The same, but different
Although MGM and Wynn have their feet firmly planted in Macau and Vegas, the similarities end there. Where MGM derives most of its gaming revenues from Vegas, Wynn tilts heavily in favor of Macau.
For the nine months ending September 30, MGM China generated $1.4 billion in net revenues, or 20% of the $7 billion total realized for the period. More importantly, China accounted for less than 16% of MGM's total adjusted property earnings before interest, taxes, depreciation, and amortization.
Conversely, Wynn's Macau operations generated $1.9 billion in net revenues for the same period, but they represented 61% of its $3.2 billion total revenues. They also amounted to 61% of adjusted property EBITDA.
Both operators have been hurt by the slump in China and on the Vegas Strip, but both locales look to be on the rebound. Macau has posted five straight months of higher gaming revenues, a fairly remarkable achievement considering the region previously sagged under the weight of a 26 consecutive-month slide.
Similarly, Nevada casinos turned a profit in 2016, the first time since 2008 they've been able to do so. According to Nevada's Gaming Control Board, the state's biggest casinos generated revenues of $25.2 billion in the fiscal year ended June 30, resulting in income of approximately $979 million, a big U-turn from the net loss of almost $662 million on $24.6 billion in revenue in 2015.
An anchor in China's continuing crackdown
However, the risks to the two markets don't seem equally weighted. Although Macau is recovering from a steep dive, it is still operating under a microscope of government scrutiny. For all the advances made in allowing gambling to flourish, China remains a communist country, and the excessive wealth of VIP gamblers from the mainland remains a touchy subject.
It was Beijing's decision to crack down on the luxury, gift giving, and corruption that precipitated the start of Macau's decline, and it still closely monitors the flow of money through Macau. And as the recent fracas about ATM withdrawals on the peninsula show, Beijing is still keeping close tabs on the enclave.
Of course, Macau is also trying to transform itself into a more family-friendly, mass-market destination, too, something similar to what Las Vegas has going for it. Although Galaxy Entertainment and Melco Crown Entertainment have opened new venues featuring theme park-like attractions, it wasn't until Wynn's new Palace resort opened last August that a change for the better was actually felt. Followed by Las Vegas Sands' (NYSE:LVS) Parisian resort a month later, it was only then the recovery was seen as being firmly fixed.
Yet MGM has now once again delayed the opening of its own Cotai resort, pushing it back until the second half of 2017. While MGM contends the delay is to better the guest experience, it may also indicate the market isn't quite ready for another venue -- similar to the original reason MGM gave when it first delayed the resort's opening.

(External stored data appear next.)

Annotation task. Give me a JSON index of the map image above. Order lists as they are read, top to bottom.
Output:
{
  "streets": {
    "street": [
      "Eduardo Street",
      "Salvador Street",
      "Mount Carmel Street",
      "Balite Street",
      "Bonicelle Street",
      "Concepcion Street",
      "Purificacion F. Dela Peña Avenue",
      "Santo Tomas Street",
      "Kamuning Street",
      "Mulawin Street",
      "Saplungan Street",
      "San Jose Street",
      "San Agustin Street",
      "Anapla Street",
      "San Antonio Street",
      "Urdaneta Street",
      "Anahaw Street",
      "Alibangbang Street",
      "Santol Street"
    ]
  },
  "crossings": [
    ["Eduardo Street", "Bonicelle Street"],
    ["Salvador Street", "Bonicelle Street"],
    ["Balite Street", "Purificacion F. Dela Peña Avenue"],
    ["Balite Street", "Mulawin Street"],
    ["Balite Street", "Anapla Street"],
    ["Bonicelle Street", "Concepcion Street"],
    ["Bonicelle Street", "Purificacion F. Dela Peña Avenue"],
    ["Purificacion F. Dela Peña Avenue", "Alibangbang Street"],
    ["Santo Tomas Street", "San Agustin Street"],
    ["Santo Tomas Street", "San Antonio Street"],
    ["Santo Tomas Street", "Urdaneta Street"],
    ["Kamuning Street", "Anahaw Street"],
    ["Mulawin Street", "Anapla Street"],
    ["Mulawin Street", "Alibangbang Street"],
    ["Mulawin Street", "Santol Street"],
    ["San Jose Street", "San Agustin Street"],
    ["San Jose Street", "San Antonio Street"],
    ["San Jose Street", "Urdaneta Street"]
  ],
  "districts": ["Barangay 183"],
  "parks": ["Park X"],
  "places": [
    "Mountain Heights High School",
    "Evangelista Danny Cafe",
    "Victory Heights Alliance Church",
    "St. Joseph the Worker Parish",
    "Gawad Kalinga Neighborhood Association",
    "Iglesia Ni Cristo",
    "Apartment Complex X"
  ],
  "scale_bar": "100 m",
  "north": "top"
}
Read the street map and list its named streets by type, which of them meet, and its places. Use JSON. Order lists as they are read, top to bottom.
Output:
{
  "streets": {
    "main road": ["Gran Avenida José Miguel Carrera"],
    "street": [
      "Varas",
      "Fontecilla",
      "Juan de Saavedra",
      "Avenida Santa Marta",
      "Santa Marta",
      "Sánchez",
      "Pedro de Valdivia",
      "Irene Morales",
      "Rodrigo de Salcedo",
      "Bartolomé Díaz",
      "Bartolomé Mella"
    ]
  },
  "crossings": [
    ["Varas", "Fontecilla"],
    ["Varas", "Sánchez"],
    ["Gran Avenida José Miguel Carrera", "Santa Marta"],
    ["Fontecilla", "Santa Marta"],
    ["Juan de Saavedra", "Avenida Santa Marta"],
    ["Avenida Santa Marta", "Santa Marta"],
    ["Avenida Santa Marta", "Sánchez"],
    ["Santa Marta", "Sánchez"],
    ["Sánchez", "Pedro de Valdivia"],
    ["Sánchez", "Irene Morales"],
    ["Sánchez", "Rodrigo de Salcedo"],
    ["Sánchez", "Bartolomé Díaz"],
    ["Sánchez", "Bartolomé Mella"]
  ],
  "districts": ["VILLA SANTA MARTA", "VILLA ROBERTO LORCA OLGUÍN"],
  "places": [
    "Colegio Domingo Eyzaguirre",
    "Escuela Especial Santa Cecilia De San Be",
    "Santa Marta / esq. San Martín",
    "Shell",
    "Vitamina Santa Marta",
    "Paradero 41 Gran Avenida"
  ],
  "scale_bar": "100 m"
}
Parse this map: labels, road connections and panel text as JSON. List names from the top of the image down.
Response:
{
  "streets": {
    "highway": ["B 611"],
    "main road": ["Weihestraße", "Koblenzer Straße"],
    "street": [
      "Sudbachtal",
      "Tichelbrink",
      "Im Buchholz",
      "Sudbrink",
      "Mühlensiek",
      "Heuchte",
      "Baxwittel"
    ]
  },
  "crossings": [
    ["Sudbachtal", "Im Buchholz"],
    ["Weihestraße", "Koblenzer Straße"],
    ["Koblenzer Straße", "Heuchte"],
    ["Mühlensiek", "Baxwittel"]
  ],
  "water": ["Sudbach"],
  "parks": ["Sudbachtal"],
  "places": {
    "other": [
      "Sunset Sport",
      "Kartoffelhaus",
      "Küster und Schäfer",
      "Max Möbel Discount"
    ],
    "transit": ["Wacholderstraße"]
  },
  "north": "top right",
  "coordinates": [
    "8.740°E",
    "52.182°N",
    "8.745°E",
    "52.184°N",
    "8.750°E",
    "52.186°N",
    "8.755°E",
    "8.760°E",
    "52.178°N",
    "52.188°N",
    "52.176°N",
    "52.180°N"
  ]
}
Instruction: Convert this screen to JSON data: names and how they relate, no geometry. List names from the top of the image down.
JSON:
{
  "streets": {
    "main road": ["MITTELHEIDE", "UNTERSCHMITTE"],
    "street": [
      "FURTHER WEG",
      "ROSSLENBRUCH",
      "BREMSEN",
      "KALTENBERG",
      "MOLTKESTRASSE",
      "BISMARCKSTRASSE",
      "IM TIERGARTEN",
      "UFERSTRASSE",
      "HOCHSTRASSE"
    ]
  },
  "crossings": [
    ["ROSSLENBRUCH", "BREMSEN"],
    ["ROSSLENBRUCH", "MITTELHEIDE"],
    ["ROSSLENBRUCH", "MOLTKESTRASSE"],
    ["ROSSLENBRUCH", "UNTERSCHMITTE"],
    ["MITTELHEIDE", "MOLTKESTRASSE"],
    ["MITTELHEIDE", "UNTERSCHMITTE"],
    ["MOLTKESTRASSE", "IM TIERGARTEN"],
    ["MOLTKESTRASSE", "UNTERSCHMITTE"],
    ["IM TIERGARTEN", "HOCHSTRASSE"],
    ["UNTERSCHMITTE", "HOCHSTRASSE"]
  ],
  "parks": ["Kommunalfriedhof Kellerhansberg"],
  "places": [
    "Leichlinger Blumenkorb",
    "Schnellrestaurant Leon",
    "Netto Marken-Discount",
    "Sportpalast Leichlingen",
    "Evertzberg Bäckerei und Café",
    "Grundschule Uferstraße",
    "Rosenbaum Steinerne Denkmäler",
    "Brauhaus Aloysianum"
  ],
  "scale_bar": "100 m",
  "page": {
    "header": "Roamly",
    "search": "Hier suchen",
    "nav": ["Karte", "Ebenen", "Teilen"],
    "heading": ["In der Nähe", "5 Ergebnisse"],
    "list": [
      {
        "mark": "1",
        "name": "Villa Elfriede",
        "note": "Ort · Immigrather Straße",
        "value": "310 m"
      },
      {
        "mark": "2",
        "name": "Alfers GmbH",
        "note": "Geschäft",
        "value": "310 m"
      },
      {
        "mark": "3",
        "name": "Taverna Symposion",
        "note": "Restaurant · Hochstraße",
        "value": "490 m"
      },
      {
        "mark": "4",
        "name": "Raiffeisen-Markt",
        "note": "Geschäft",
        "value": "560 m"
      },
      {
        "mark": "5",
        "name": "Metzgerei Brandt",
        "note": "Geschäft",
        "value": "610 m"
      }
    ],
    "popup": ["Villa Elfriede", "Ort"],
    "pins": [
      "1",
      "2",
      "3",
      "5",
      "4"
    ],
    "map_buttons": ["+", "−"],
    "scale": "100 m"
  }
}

Las Vegas is still "the" experience
On the other hand, Las Vegas looks better positioned for growth. Wells Fargo analysts said they're looking for revenue per available room (revPAR) in the city to grow 4% in 2017. "The growth in Las Vegas is being driven by convention and meetings and the 'experience economy,'" the note said, "with restaurants and nightlife driving leisure spend. We expect gaming to be an increasingly smaller part of the story."
MGM should directly benefit from that as it is joint owner of the new T-Mobile Arena on the Strip's south side, and a new publicly financed football stadium was recently approved to help lure the Oakland Raiders NFL team to the city. Although the benefits of such public works are often overstated, it indicates Las Vegas is a destination location.
Both MGM and Wynn face other risks, too, though perhaps somewhat lesser in nature. Japan, for example, just legalized gambling in the country, and though new casinos are still years away, that market is estimated to be almost twice as large as Macau. When it goes live, it could siphon off revenues from the Chinese market, hurting operations, though all of the major casinos plan to be present in Japan.
Also, Atlantic City is still on a downward spiral. MGM took full ownership of the Borgata resort last year, and though it's the biggest and best casino in the resort city, it could be dragged down if the city fails. New Jersey just took over management of Atlantic City to get its financial footing stable again, but there's no guarantee of success in this perennially troubled city.
In short, both MGM Resorts and Wynn Resorts face a series of risks and opportunities. It would seem the greater risks are those in Macau and thus weigh more heavily against Wynn. MGM, with the bigger footprint in Vegas, stands to gain from the continued improvements expected there, making it the better buy.